→ **Saved entries**
****
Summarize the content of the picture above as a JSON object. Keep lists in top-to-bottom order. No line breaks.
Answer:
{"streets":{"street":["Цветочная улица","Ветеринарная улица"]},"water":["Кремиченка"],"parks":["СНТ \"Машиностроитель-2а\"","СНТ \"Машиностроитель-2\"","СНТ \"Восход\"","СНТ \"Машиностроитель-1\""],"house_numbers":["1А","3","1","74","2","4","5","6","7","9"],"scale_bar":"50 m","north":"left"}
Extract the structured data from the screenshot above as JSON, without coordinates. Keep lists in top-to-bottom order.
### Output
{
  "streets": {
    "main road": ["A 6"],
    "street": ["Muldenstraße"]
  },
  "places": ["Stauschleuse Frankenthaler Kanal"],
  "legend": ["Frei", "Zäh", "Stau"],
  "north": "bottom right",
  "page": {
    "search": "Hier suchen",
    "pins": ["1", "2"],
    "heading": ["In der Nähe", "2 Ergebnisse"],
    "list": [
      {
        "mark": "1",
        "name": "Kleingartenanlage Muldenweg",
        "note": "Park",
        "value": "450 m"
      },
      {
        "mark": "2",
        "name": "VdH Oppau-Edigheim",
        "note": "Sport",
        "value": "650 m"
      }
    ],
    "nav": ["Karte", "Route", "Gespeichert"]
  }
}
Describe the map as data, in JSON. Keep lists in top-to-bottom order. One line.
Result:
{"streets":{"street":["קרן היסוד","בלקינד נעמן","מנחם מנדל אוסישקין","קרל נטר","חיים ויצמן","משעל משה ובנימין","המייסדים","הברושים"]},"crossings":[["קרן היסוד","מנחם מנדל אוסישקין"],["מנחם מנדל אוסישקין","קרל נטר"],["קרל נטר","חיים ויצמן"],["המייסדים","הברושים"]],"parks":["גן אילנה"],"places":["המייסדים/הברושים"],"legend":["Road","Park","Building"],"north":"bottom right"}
****
→ **Exercise**
Lines from the entries that contain the word "data" are what the answer must hold.

→ **Answer to this problem**
Extract the structured data from the screenshot above as JSON, without coordinates. Keep lists in top-to-bottom order.
Describe the map as data, in JSON. Keep lists in top-to-bottom order. One line.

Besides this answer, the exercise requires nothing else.